● WHAT THE TASK ASKS
Return all the data, word for word.
*** Opening of THE DATA ***
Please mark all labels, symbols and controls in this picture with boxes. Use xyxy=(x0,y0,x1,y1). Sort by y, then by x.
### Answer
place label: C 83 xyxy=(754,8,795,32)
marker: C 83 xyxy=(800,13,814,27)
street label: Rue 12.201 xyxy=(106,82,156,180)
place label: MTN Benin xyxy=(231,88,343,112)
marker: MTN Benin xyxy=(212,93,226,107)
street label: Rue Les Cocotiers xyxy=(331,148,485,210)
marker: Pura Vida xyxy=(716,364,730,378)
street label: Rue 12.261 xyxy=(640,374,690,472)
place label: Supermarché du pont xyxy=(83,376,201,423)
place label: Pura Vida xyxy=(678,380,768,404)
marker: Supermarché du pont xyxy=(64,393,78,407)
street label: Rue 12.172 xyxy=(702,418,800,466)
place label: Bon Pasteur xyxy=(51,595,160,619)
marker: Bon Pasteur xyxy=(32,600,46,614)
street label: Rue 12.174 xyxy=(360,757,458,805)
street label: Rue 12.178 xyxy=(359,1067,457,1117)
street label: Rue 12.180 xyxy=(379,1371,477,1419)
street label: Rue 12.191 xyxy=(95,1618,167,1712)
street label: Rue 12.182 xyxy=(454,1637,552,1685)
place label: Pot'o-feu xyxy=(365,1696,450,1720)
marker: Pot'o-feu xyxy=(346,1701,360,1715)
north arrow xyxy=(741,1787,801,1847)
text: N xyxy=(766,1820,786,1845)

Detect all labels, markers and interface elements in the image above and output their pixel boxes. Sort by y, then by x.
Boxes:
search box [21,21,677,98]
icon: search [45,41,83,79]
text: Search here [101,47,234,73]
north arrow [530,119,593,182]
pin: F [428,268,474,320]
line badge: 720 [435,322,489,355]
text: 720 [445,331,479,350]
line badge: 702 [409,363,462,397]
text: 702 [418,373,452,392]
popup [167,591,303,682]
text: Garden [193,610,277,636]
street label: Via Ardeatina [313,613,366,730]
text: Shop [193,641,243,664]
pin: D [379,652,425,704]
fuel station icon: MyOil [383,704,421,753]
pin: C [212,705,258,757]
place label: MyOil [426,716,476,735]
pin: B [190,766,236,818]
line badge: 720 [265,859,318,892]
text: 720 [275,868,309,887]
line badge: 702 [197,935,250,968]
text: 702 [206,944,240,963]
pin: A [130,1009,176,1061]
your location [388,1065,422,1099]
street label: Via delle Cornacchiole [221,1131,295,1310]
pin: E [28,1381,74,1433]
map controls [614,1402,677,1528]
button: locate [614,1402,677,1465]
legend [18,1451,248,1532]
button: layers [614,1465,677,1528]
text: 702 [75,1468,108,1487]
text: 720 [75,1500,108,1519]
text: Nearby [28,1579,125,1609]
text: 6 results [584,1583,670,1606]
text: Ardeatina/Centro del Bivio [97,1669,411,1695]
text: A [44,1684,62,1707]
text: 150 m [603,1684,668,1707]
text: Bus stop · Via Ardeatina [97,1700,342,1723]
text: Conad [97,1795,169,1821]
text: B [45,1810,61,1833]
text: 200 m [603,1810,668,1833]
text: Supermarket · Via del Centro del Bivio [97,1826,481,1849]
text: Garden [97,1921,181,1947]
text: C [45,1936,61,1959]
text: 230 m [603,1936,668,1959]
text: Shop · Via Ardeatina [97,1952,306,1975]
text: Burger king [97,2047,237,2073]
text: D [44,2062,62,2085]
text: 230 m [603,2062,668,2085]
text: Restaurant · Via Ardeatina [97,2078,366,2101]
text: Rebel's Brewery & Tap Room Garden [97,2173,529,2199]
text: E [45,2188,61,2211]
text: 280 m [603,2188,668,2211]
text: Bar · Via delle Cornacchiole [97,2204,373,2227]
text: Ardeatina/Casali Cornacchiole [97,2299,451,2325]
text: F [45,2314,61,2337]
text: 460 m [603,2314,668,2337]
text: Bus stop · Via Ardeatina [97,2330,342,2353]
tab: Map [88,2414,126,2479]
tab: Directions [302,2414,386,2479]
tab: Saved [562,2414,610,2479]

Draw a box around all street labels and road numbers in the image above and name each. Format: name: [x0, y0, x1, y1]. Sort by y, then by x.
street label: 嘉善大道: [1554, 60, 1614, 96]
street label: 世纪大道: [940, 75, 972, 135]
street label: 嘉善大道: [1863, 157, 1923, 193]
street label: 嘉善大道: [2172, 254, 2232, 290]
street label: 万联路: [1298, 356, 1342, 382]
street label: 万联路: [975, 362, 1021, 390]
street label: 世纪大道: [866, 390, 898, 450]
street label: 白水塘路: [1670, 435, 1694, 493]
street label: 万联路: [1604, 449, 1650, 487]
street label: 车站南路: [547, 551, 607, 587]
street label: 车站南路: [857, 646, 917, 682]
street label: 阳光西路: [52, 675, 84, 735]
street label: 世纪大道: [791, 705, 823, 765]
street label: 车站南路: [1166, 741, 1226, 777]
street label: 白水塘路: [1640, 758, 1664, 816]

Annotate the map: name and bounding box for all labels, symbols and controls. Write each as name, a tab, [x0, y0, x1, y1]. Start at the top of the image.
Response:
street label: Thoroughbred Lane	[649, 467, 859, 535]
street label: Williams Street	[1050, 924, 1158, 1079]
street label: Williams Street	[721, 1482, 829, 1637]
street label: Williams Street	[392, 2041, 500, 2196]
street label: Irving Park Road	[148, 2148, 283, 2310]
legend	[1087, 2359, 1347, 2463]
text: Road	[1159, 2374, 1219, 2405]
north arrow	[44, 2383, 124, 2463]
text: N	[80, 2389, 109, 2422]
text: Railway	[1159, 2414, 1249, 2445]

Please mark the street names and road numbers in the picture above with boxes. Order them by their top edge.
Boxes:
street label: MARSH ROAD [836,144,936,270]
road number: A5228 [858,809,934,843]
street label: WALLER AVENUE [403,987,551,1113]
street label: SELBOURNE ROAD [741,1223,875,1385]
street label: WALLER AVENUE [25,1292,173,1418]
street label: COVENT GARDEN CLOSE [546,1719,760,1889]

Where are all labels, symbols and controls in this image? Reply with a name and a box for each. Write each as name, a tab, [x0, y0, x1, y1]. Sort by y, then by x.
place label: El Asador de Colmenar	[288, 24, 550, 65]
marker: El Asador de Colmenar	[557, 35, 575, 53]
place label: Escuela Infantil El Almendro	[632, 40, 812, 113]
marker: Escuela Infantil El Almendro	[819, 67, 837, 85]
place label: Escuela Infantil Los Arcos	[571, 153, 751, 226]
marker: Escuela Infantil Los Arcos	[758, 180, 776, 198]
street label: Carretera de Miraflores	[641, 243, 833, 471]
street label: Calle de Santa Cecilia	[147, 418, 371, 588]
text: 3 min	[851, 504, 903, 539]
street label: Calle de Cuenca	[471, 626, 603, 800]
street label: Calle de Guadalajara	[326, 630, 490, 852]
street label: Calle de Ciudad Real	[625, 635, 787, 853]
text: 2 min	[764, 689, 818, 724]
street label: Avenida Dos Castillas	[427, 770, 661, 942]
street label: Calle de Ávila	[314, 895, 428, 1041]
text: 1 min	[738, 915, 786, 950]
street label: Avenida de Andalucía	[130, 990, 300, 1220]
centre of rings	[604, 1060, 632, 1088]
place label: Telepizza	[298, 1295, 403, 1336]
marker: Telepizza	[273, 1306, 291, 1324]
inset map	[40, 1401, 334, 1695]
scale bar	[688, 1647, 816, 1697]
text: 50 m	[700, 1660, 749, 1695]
*** Close of THE DATA ***
● PROBLEM SOLUTION
Please mark all labels, symbols and controls in this picture with boxes. Use xyxy=(x0,y0,x1,y1). Sort by y, then by x.
### Answer
place label: C 83 xyxy=(754,8,795,32)
marker: C 83 xyxy=(800,13,814,27)
street label: Rue 12.201 xyxy=(106,82,156,180)
place label: MTN Benin xyxy=(231,88,343,112)
marker: MTN Benin xyxy=(212,93,226,107)
street label: Rue Les Cocotiers xyxy=(331,148,485,210)
marker: Pura Vida xyxy=(716,364,730,378)
street label: Rue 12.261 xyxy=(640,374,690,472)
place label: Supermarché du pont xyxy=(83,376,201,423)
place label: Pura Vida xyxy=(678,380,768,404)
marker: Supermarché du pont xyxy=(64,393,78,407)
street label: Rue 12.172 xyxy=(702,418,800,466)
place label: Bon Pasteur xyxy=(51,595,160,619)
marker: Bon Pasteur xyxy=(32,600,46,614)
street label: Rue 12.174 xyxy=(360,757,458,805)
street label: Rue 12.178 xyxy=(359,1067,457,1117)
street label: Rue 12.180 xyxy=(379,1371,477,1419)
street label: Rue 12.191 xyxy=(95,1618,167,1712)
street label: Rue 12.182 xyxy=(454,1637,552,1685)
place label: Pot'o-feu xyxy=(365,1696,450,1720)
marker: Pot'o-feu xyxy=(346,1701,360,1715)
north arrow xyxy=(741,1787,801,1847)
text: N xyxy=(766,1820,786,1845)

Detect all labels, markers and interface elements in the image above and output their pixel boxes. Sort by y, then by x.
Boxes:
search box [21,21,677,98]
icon: search [45,41,83,79]
text: Search here [101,47,234,73]
north arrow [530,119,593,182]
pin: F [428,268,474,320]
line badge: 720 [435,322,489,355]
text: 720 [445,331,479,350]
line badge: 702 [409,363,462,397]
text: 702 [418,373,452,392]
popup [167,591,303,682]
text: Garden [193,610,277,636]
street label: Via Ardeatina [313,613,366,730]
text: Shop [193,641,243,664]
pin: D [379,652,425,704]
fuel station icon: MyOil [383,704,421,753]
pin: C [212,705,258,757]
place label: MyOil [426,716,476,735]
pin: B [190,766,236,818]
line badge: 720 [265,859,318,892]
text: 720 [275,868,309,887]
line badge: 702 [197,935,250,968]
text: 702 [206,944,240,963]
pin: A [130,1009,176,1061]
your location [388,1065,422,1099]
street label: Via delle Cornacchiole [221,1131,295,1310]
pin: E [28,1381,74,1433]
map controls [614,1402,677,1528]
button: locate [614,1402,677,1465]
legend [18,1451,248,1532]
button: layers [614,1465,677,1528]
text: 702 [75,1468,108,1487]
text: 720 [75,1500,108,1519]
text: Nearby [28,1579,125,1609]
text: 6 results [584,1583,670,1606]
text: Ardeatina/Centro del Bivio [97,1669,411,1695]
text: A [44,1684,62,1707]
text: 150 m [603,1684,668,1707]
text: Bus stop · Via Ardeatina [97,1700,342,1723]
text: Conad [97,1795,169,1821]
text: B [45,1810,61,1833]
text: 200 m [603,1810,668,1833]
text: Supermarket · Via del Centro del Bivio [97,1826,481,1849]
text: Garden [97,1921,181,1947]
text: C [45,1936,61,1959]
text: 230 m [603,1936,668,1959]
text: Shop · Via Ardeatina [97,1952,306,1975]
text: Burger king [97,2047,237,2073]
text: D [44,2062,62,2085]
text: 230 m [603,2062,668,2085]
text: Restaurant · Via Ardeatina [97,2078,366,2101]
text: Rebel's Brewery & Tap Room Garden [97,2173,529,2199]
text: E [45,2188,61,2211]
text: 280 m [603,2188,668,2211]
text: Bar · Via delle Cornacchiole [97,2204,373,2227]
text: Ardeatina/Casali Cornacchiole [97,2299,451,2325]
text: F [45,2314,61,2337]
text: 460 m [603,2314,668,2337]
text: Bus stop · Via Ardeatina [97,2330,342,2353]
tab: Map [88,2414,126,2479]
tab: Directions [302,2414,386,2479]
tab: Saved [562,2414,610,2479]

Draw a box around all street labels and road numbers in the image above and name each. Format: name: [x0, y0, x1, y1]. Sort by y, then by x.
street label: 嘉善大道: [1554, 60, 1614, 96]
street label: 世纪大道: [940, 75, 972, 135]
street label: 嘉善大道: [1863, 157, 1923, 193]
street label: 嘉善大道: [2172, 254, 2232, 290]
street label: 万联路: [1298, 356, 1342, 382]
street label: 万联路: [975, 362, 1021, 390]
street label: 世纪大道: [866, 390, 898, 450]
street label: 白水塘路: [1670, 435, 1694, 493]
street label: 万联路: [1604, 449, 1650, 487]
street label: 车站南路: [547, 551, 607, 587]
street label: 车站南路: [857, 646, 917, 682]
street label: 阳光西路: [52, 675, 84, 735]
street label: 世纪大道: [791, 705, 823, 765]
street label: 车站南路: [1166, 741, 1226, 777]
street label: 白水塘路: [1640, 758, 1664, 816]

Annotate the map: name and bounding box for all labels, symbols and controls. Write each as name, a tab, [x0, y0, x1, y1]. Start at the top of the image.
Response:
street label: Thoroughbred Lane	[649, 467, 859, 535]
street label: Williams Street	[1050, 924, 1158, 1079]
street label: Williams Street	[721, 1482, 829, 1637]
street label: Williams Street	[392, 2041, 500, 2196]
street label: Irving Park Road	[148, 2148, 283, 2310]
legend	[1087, 2359, 1347, 2463]
text: Road	[1159, 2374, 1219, 2405]
north arrow	[44, 2383, 124, 2463]
text: N	[80, 2389, 109, 2422]
text: Railway	[1159, 2414, 1249, 2445]

Please mark the street names and road numbers in the picture above with boxes. Order them by their top edge.
Boxes:
street label: MARSH ROAD [836,144,936,270]
road number: A5228 [858,809,934,843]
street label: WALLER AVENUE [403,987,551,1113]
street label: SELBOURNE ROAD [741,1223,875,1385]
street label: WALLER AVENUE [25,1292,173,1418]
street label: COVENT GARDEN CLOSE [546,1719,760,1889]

Where are all labels, symbols and controls in this image? Reply with a name and a box for each. Write each as name, a tab, [x0, y0, x1, y1]. Sort by y, then by x.
place label: El Asador de Colmenar	[288, 24, 550, 65]
marker: El Asador de Colmenar	[557, 35, 575, 53]
place label: Escuela Infantil El Almendro	[632, 40, 812, 113]
marker: Escuela Infantil El Almendro	[819, 67, 837, 85]
place label: Escuela Infantil Los Arcos	[571, 153, 751, 226]
marker: Escuela Infantil Los Arcos	[758, 180, 776, 198]
street label: Carretera de Miraflores	[641, 243, 833, 471]
street label: Calle de Santa Cecilia	[147, 418, 371, 588]
text: 3 min	[851, 504, 903, 539]
street label: Calle de Cuenca	[471, 626, 603, 800]
street label: Calle de Guadalajara	[326, 630, 490, 852]
street label: Calle de Ciudad Real	[625, 635, 787, 853]
text: 2 min	[764, 689, 818, 724]
street label: Avenida Dos Castillas	[427, 770, 661, 942]
street label: Calle de Ávila	[314, 895, 428, 1041]
text: 1 min	[738, 915, 786, 950]
street label: Avenida de Andalucía	[130, 990, 300, 1220]
centre of rings	[604, 1060, 632, 1088]
place label: Telepizza	[298, 1295, 403, 1336]
marker: Telepizza	[273, 1306, 291, 1324]
inset map	[40, 1401, 334, 1695]
scale bar	[688, 1647, 816, 1697]
text: 50 m	[700, 1660, 749, 1695]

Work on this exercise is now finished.